_Exercise directions_. Please return every line of the records below that holds the word "details".

_Information given_.
§ §
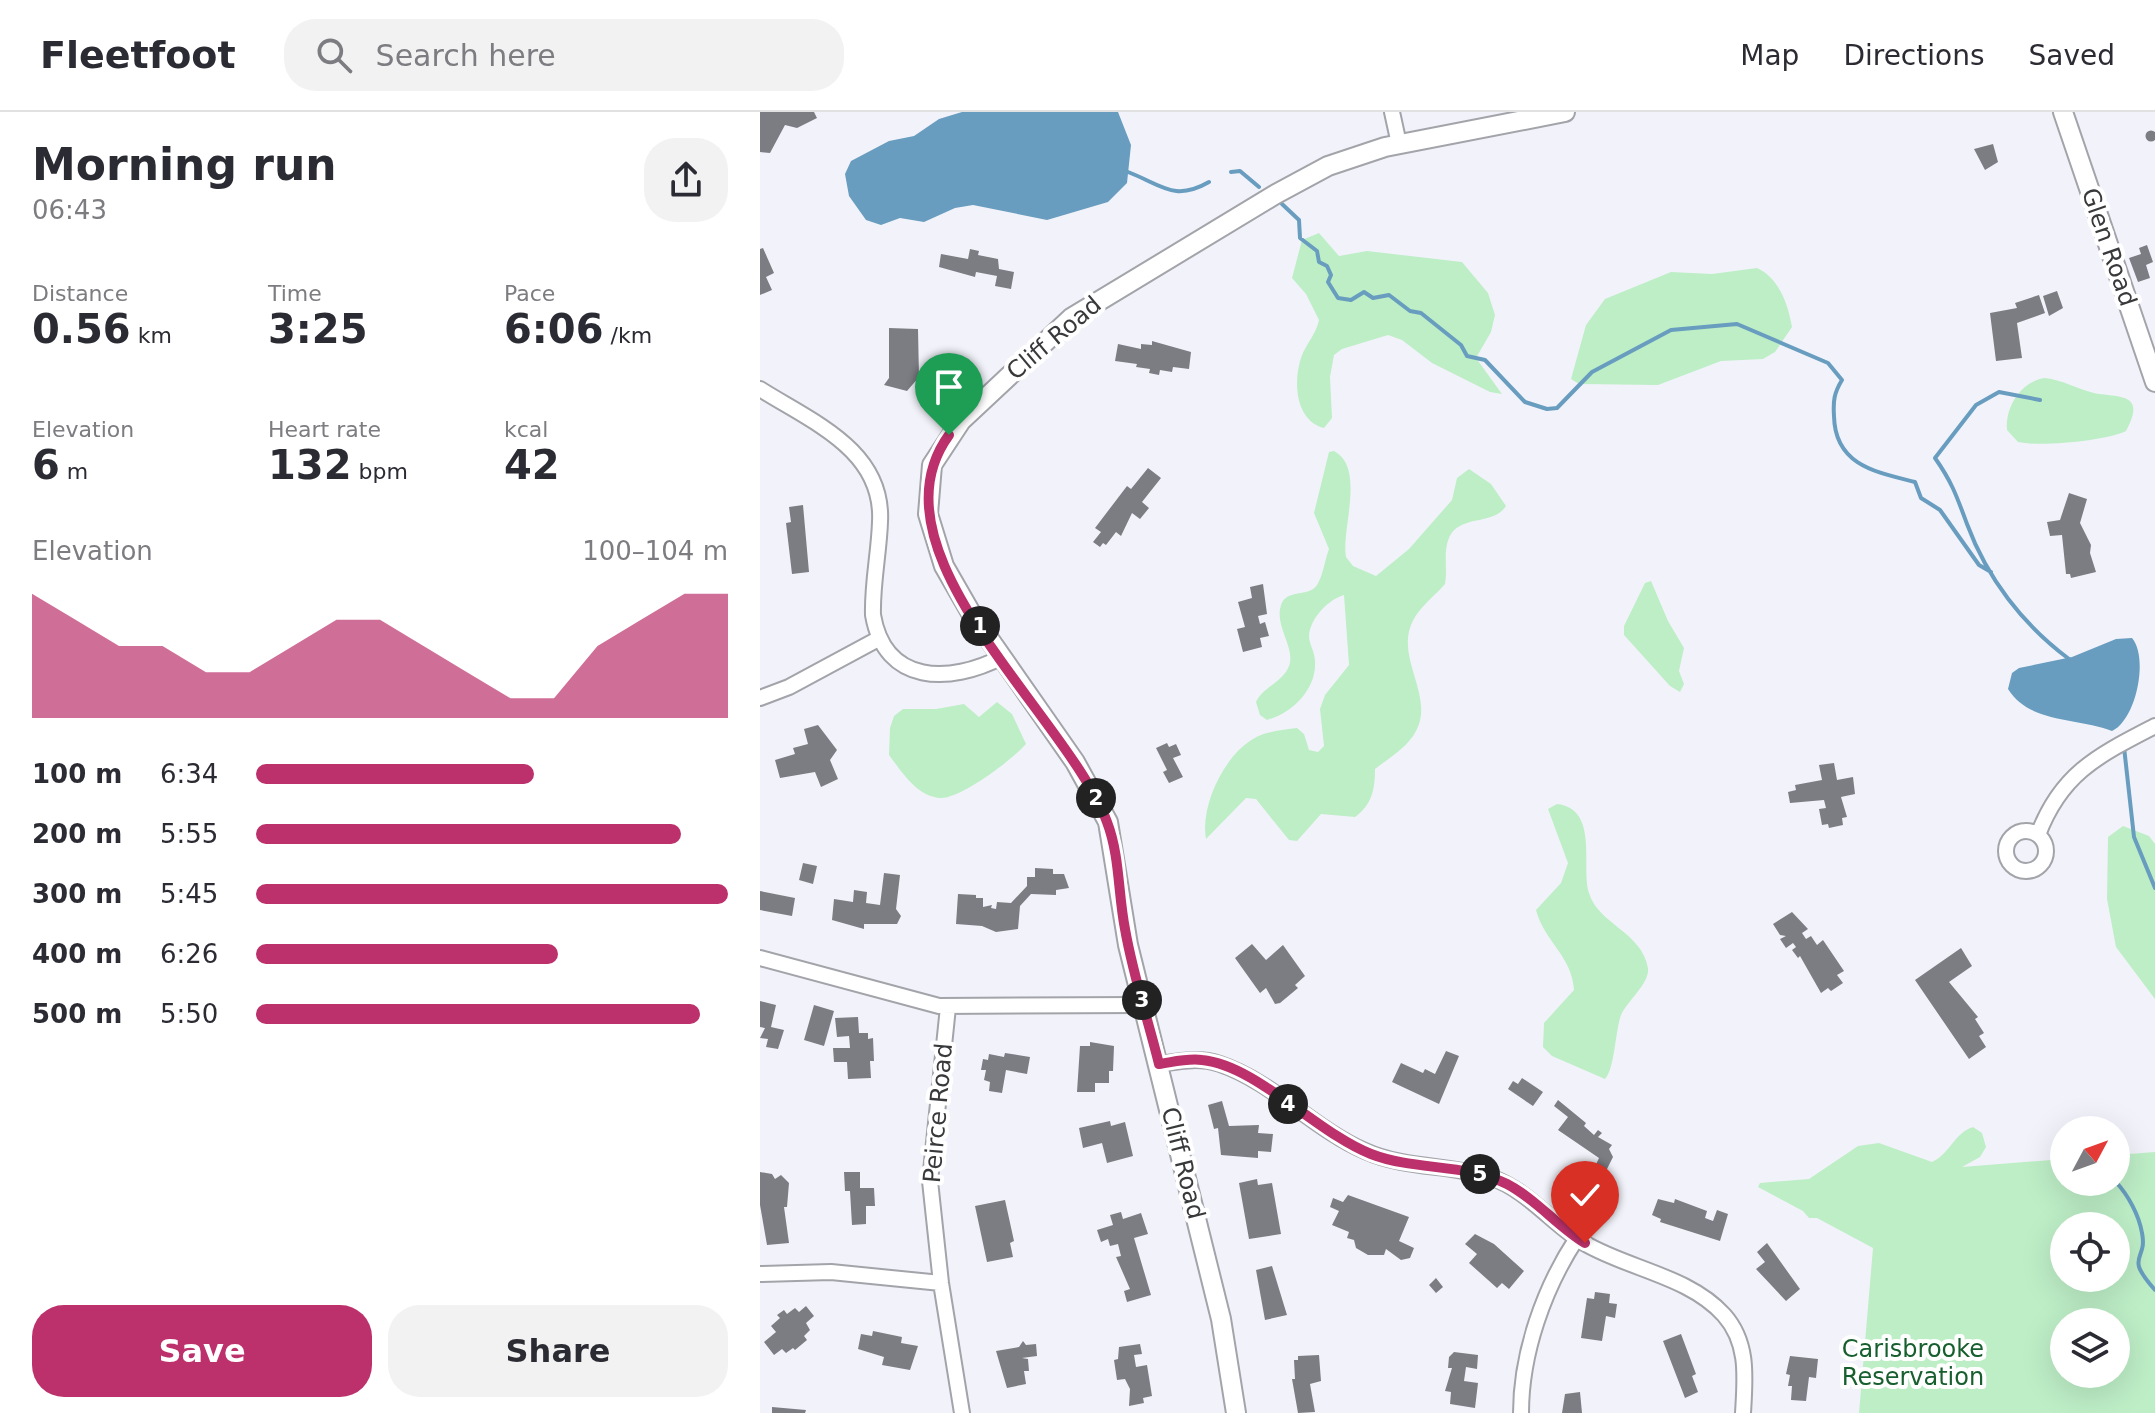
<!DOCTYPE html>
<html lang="en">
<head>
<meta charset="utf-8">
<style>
	:root { --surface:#fff; --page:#f2f2f3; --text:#2b2b33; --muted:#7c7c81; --line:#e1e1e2; --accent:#bc316b }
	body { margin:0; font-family:"DejaVu Sans",sans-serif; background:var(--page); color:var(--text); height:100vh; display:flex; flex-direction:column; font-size:30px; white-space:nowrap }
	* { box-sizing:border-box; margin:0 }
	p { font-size:26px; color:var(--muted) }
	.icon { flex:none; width:44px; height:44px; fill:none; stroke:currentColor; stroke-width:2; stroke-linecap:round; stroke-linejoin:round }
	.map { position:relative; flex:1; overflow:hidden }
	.details { display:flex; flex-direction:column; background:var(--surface); width:760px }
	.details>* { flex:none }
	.needle { width:52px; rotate:49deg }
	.buttons { position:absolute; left:1290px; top:1004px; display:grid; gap:16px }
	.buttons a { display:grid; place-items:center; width:80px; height:80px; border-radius:50%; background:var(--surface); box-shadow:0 8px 32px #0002; font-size:40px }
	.pin { position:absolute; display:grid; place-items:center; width:68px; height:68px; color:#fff; margin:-82px -34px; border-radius:50% 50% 50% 0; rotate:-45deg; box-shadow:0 0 8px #0007 }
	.pin .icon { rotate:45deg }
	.km { position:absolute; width:40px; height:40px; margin:-20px; border-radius:50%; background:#222; color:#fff; font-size:22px; line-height:40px; text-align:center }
	.round { display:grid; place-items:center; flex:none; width:84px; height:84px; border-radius:32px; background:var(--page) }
	.overview { display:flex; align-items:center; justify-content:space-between; height:136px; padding:0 32px }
	h1 { font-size:44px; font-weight:700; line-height:60px }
	.stats { display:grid; grid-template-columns:repeat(3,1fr); gap:12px; height:136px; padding:8px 32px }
	.stats div { display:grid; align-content:center }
	.stats b { font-size:40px; font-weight:700 }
	.stats small { font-size:22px; font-weight:400 }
	.stats p { font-size:22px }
	.chart { height:224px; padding:16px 32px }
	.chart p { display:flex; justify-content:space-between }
	.chart svg { width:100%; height:144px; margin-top:8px; fill:var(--accent); opacity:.7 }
	.primary-button { display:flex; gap:16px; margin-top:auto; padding:16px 32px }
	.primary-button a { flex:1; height:92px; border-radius:32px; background:var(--accent); color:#fff; font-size:32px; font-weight:700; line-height:92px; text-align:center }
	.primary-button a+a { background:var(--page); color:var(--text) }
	ul { padding:0 32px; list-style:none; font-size:26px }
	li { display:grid; grid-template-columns:128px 96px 1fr; align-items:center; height:60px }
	li i { height:20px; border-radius:10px; background:var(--accent) }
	header { display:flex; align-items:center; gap:48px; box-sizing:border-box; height:112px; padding:0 40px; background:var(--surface); border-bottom:2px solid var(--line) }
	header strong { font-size:38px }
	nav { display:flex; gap:44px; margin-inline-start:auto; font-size:28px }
	.search { width:560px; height:72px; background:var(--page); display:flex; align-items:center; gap:20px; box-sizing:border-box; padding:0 28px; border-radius:32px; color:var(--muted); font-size:30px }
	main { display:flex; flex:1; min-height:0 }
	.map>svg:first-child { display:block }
	.green { fill:#bdeec6; fill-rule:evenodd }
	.water { fill:#689dbf }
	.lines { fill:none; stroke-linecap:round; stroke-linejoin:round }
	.stream { stroke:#689dbf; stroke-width:4 }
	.building { fill:#7c7d83 }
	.street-casing { stroke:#a2a4aa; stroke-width:18 }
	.secondary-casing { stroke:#a2a4aa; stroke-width:22 }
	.street { stroke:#fff; stroke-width:14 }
	.secondary { stroke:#fff; stroke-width:18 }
	.route-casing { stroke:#fff; stroke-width:16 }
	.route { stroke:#bc316b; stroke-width:10 }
	.labels { text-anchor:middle; stroke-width:8; stroke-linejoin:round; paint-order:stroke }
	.street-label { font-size:24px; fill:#38393b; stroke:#fff }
	.park-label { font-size:24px; fill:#175f2e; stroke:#fff }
</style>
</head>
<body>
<header>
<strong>Fleetfoot</strong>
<div class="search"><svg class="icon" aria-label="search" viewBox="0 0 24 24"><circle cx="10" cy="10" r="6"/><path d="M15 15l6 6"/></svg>Search here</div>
<nav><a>Map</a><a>Directions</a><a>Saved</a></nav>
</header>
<main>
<section class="details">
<div class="overview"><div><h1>Morning run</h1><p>06:43</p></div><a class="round"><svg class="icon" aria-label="share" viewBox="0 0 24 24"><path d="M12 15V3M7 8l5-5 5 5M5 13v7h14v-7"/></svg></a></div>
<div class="stats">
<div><p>Distance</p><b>0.56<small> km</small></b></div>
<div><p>Time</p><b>3:25</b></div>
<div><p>Pace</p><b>6:06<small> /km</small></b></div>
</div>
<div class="stats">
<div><p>Elevation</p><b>6<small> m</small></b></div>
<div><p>Heart rate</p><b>132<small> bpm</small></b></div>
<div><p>kcal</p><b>42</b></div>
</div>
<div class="chart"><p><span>Elevation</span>100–104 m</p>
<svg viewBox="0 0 160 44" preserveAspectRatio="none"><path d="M0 44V6L10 14L20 22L30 22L40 30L50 30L60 22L70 14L80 14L90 22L100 30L110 38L120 38L130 22L140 14L150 6L160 6V44z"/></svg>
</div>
<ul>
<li><b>100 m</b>6:34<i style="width:59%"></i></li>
<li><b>200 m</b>5:55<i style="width:90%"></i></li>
<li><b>300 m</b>5:45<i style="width:100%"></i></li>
<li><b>400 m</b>6:26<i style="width:64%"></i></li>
<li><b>500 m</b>5:50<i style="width:94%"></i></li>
</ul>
<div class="primary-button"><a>Save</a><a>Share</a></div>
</section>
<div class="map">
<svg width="1395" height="1301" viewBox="0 0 1395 1301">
	<rect width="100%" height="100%" fill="#f2f3fa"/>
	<path class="green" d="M559,121l20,23 28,-5 95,11 26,31 7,22 -4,17 -15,26 26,36 -12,-2 -58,-29 -30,-23 -14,-5 -46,14 -8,6 -4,22 2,41 -8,10c-30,-8 -31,-49 -22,-73 5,-12 14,-21 17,-35l-13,-26 -14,-16 10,-38z
		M997,156c22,10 31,36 35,59l-17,25 -12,7 -42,2 -63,24 -79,-1 -8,-5 15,-54 19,-26 66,-27 41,2z
		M1285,266c18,2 32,11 49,15 25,5 53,-1 32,38 -21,10 -85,16 -108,11l-11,-12c-2,-24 15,-49 38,-52z
		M574,339c32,17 7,78 12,106l7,9 23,10 33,-27 43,-49 5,-22 12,-9 22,15 15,22c-12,19 -42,9 -55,28 -9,15 -3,34 -6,50 -12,14 -29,25 -35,44 -11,34 24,70 6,103 -8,16 -27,27 -41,38 0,20 -3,36 -20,48l-34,-3 -24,27 -8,-1 -33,-41 -10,-1 -40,41c-6,-33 18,-83 47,-100 13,-8 30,-9 44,-11l7,6 5,16 9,2 6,-6 -4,-37 5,-14 24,-30 -5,-70c-15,4 -34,23 -35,41 0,8 6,16 6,25 2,28 -23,52 -48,59l-7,-5 -4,-13c7,-15 27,-20 33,-36 7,-18 -15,-40 -8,-61 6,-17 27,-7 36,-20 6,-9 8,-26 12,-36l-15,-36 15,-61z
		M891,469l17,40 16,27 -5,23 5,13 -4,8 -10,-6 -46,-51v-9l21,-43z
		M237,590l15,12 14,30c-13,15 -64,54 -85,54 -24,-1 -39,-26 -52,-43l1,-27 4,-12 9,-7h33l28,-5 15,13z
		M797,692c42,5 24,61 32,89 9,31 53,39 59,75 2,15 -21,33 -27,47 -6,17 -6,53 -16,64l-53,-23 -9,-9 1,-24 30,-33c-2,-34 -30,-49 -38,-80l25,-27 7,-20 -20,-54z
		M1363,714l26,10 6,8v155l-39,-52 -9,-48 1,-62z
		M1213,1015l9,6 4,14 -6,10 -18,10 102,-8v23h52v-27l39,-3v261h-296l14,-165 -56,-30h-8l-6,-7 -45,-24 2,-4 49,-4 49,-33 21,-3 53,19c18,-8 22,-29 41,-35zM1304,1114h52v52h-52zM1304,1210h52v52h-52z"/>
	<path class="water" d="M202,0h156l13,33 -4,38 -19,19 -61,18 -74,-15 -18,3 -31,14 -24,-4 -19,7 -15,-5 -17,-24 -4,-22 6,-13 38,-20 25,-5 25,-17z
		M1372,526c17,20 4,82 -20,93 -35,-14 -82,-7 -104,-42l4,-16 7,-5 53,-11 44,-18z"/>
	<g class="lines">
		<path class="stream" d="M368,60c34,13 46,30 81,10
			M471,60l9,-1 19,16
			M522,92l17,16 1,18 17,13 2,11 8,4 4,9 -3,7 10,16 13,2 13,-8 9,6 16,-3 21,16 11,2 40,32 6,11 18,4 40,42 22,7 10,-1 35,-36 79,-42 66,-6 91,39 14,17c-8,13 -9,21 -8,36 1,49 41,56 81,66l6,16 19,12 39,55 12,7
			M1280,288l-41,-8 -23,13 -41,53c17,24 22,39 32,66 20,54 56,101 102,135
			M1364,635l10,90 21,51
			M1356,1070c12,13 23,33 26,51 6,29 -19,21 13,57"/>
	</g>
	<path class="building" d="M0,0h54l3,6 -20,10 -12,-3 -15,28 -10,-1z
		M1385.5 24a5.5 5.5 0 1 1 11 0a5.5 5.5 0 1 1-11 0Z
		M1233,32l5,18 -13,8 -11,-21z
		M1387,133l6,17 -7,3 4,13 -12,4 -9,-24 12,-4 -2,-6z
		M3,136l11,25 -8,4 6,13 -12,5v-46z
		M210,137l9,2 -1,4 20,4 1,10 15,3 -3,17 -16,-3 2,-10 -21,-4 -1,5 -36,-10 2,-13 27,5z
		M1297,179l6,17 -14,8 -6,-20z
		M1279,183l6,18 -28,10 5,35 -26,3 -6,-48 27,-5 -2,-5z
		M129,216l29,1 1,48 -12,14 -23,-6 5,-7z
		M392,229l39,11 -2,17 -16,-2 -1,5 -12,-2 -1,5 -10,-2 1,-4 -14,-2 1,-3 -22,-3 3,-17 23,5v-5l11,1z
		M388,356l13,10 -19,24 7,6 -9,11 -8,-6 -11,23 -5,-4 -10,13 -3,-2 -3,4 -7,-5 8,-10 -6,-4 32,-42 4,3z
		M1309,381l18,6 -7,24 11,22 -1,8 6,19 -25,6 -1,-4h-4l-4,-39 -12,1 -3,-14 13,-2z
		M43,393l6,67 -17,2 -6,-51 5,-1 -2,-15z
		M503,472l4,30 -9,2 2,8 5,-2 4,14 -9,2 2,9 -19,5 -6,-23 8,-2 -7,-25 14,-4 -2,-11z
		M58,613l19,25 -7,10 8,19 -17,8 -6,-15 -35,6 -5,-18 20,-6 -2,-6 15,-4 -4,-15z
		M407,631l2,4 7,-3 5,11 -8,3 10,19 -14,6 -6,-11 4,-2 -11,-22z
		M1074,651l3,17 16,-3 2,17 -14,3 6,20 -5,1 1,7 -14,3 -1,-4 -6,1 -3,-16 7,-1 -2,-8 -34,3 -2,-11 8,-2 -1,-5 27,-5 -3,-15z
		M43,751l14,3 -4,18 -14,-4z
		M275,756l18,1v5h11l5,14 -13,2v5l-25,-1 -11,12 -2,23 -22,3 -14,-6 -26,-2 2,-30 18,1v3h7v9l9,-2 -1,3 5,1 1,-7 14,1 16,-17v-9h8z
		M124,761l16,2 -4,34 5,7 -4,8h-33v5l-32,-9 2,-21 19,3 1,-12 13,2 -1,11 14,2z
		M0,779l35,7 -3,18 -32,-6z
		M1032,800l16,17 -6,4 4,6 5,-3 6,9 6,-5 21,31 -7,4 6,8 -12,8 -3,-3 -7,5 -21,-37 -2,2 -6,-8 4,-3 -3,-4 -7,5 -6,-9 6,-3 -6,-1 -7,-11z
		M492,832l14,16 17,-15 22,31 -10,9 3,3 -18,15 -5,1 -9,-16 -6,5 -25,-35z
		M1201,836l11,18 -23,16 29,35 -3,2 9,14 -5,3 7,11 -17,12 -54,-79z
		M0,889l16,4 -5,22 13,3 -6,19 -12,-2 2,-8 -8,-1 5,-10 -5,-1z
		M54,893l20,6 -10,35 -20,-6z
		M98,905l1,16h9v6l5,-1 1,23h-4l1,17 -23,1 -1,-17h-13l-1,-14h17l-1,-12 -12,1 -2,-19z
		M330,930l24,4 -1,25h-4v12h-14v9h-18l3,-46h10z
		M686,939l13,5 -20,48 -47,-22 9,-19 22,10 2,-4 10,5z
		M245,941l25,4 -3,17 -21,-4 -4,23 -13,-2 1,-9 -6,-2 2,-10h-5l2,-11 5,1 1,-6 15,3z
		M762,966l21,14 -10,14 -25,-17 5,-8 5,3z
		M798,988l28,23 -2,3 10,9 4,-5 4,3 -4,4 14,8 -3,4 4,8 -8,16 4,2 -8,17 -15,-7 13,-27 -41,-28 10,-13 -14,-11z
		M462,989l7,25 30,-1 -1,8 15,1 -2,18 -13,-1v7l-37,-3 -3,-27 -4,1 -6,-24z
		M350,1009l1,5 14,-4 8,34 -26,7 -5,-20 -19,5 -4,-20z
		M0,1060l12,2 3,5 6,-4 8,8 -2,24h-3l5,36 -22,2 -7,-40z
		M84,1060h16v16h14l1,18h-9v18l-14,1 -2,-34h-5z
		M497,1067l1,6 14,-2 9,51 -32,5 -10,-56z
		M588,1083l61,22 -10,24 15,7 -4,10 -9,2 -15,-11 -2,6h-16l-12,-7 -2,-8 -7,-2 2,-6 -17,-7 7,-14 -9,-4 3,-9 10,4z
		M898,1087l16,4 1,-4 32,12 -2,7 8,3 4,-11 11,4 -8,27 -60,-19 1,-3 -9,-4z
		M245,1088l9,41 -4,2 3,14 -26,5 -12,-56z
		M361,1100l2,7 18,-6 7,21 -14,4 17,57 -24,7 -3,-11 6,-2 -14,-32 5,-1 -3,-12 -8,2 -2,-7 -7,3 -4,-12 16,-5 -3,-10z
		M715,1122l19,10 30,27 -15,18 -7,-6 -5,5 -28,-25 8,-9 -12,-10z
		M1007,1131l33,46 -14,12 -30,-32 9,-7 -8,-10z
		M512,1154l15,49 -22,5 -9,-50z
		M676,1166l7,9 -7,6 -7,-8z
		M835,1180l15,2 -1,9 8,1 -2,14 -9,-2 -4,25 -21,-3 6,-40 7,1z
		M46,1194l8,10 -8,7 4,7 -6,6 3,4 -12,10 -2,-2 -7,5 -4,-4 -8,6 -10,-13 12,-10 -5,-6 9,-8 -3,-3 7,-5 3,4 8,-6 4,4z
		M113,1219l29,6 -1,6 17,3 -8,24 -28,-5 2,-8 -26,-8 3,-15 11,2z
		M921,1222l15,40 -4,2 6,16 -13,6 -22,-57z
		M263,1229l3,4 10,-1 1,12 -15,2 6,1 1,12h-5l2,13 -19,4 -11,-37 23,-4z
		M380,1232l2,10 -8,1 2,12 11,-2 5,31 -9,2 1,5 -15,3 1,-17 -5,-10 -8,1 -3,-20 4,-1 1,-12z
		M694,1240l24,3 -1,14 -11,-2 -2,14 14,2 -3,25 -25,-4 1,-12 -6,-1 7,-23h-4l1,-11z
		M559,1243l2,26 -11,3 5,28 -17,1 -6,-34h3l-1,-19h4v-4z
		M1030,1244l28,3 -2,19 -7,-1 -3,24 -15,-1 1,-14h-4l2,-11 -4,-1z
		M820,1280l2,21h-20l3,-19z
		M12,1295l34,3 -1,3h-33z"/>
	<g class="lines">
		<g class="street-casing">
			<path id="street" d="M632,0l7,32
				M0,277c52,33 124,61 120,133 -1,31 -8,62 -7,93 12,70 77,69 129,42
				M0,586l29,-11 91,-49
				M1246 739a20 20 0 1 1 40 0a20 20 0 1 1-40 0Z
				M1278,723c23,-62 61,-80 117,-109
				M0,846l179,48 204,-1
				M188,895l-18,174 11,102 21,130
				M399,952c21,-3 40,-7 61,0 53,18 94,65 145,87 40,18 84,13 125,26 38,13 61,46 94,66 44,26 105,33 140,72 25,28 21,63 19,98
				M0,1162l71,-2 110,11
				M761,1301c0,-60 23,-125 56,-175"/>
		</g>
		<g class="secondary-casing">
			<path id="secondary" d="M1303,0l92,270
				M476,1301l-15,-94 -93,-374 -20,-123 -33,-60 -104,-149 -27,-47 -16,-52 4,-49 29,-44 110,-103 205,-124 52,-28 57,-19 180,-35"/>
		</g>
		<use href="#street" class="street"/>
		<use href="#secondary" class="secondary"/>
	</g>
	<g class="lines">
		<g class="route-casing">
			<path id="route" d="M189,323c-85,117 119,281 158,387 13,34 11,72 18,107 8,46 23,91 34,135 14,-2 29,-6 43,-4 54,5 115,73 169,94 44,17 94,9 136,30 29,15 50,42 78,59"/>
		</g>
		<use href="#route" class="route"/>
	</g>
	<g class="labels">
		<g class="street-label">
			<text transform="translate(1349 135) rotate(71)" y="8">Glen Road</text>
			<text transform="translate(294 226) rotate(-40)" y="8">Cliff Road</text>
			<text transform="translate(178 1001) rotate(-85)" y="8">Peirce Road</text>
			<text transform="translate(423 1051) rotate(76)" y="8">Cliff Road</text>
		</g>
		<g class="park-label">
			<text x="1153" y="1245">Carisbrooke<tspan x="1153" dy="28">Reservation</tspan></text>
		</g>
	</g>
</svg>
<div class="buttons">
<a><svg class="needle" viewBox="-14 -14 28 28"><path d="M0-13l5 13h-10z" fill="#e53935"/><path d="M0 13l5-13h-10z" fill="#7c7c81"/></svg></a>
<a><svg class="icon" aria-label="locate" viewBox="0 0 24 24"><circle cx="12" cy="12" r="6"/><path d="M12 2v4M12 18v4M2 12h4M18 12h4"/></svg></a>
<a><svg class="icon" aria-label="layers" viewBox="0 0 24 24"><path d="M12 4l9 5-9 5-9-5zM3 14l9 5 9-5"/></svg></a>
</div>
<div class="pin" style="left:189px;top:323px;background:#1e9e55"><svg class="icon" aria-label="arrive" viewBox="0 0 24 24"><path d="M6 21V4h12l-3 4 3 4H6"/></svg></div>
<div class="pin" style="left:825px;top:1131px;background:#d93025"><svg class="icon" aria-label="check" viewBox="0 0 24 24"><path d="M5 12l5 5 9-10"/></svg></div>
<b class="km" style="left:220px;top:514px">1</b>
<b class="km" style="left:336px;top:686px">2</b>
<b class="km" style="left:382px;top:888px">3</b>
<b class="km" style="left:528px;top:992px">4</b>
<b class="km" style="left:720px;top:1062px">5</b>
</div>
</main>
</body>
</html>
§ §
_Response box_.
	.details { display:flex; flex-direction:column; background:var(--surface); width:760px }
	.details>* { flex:none }
<section class="details">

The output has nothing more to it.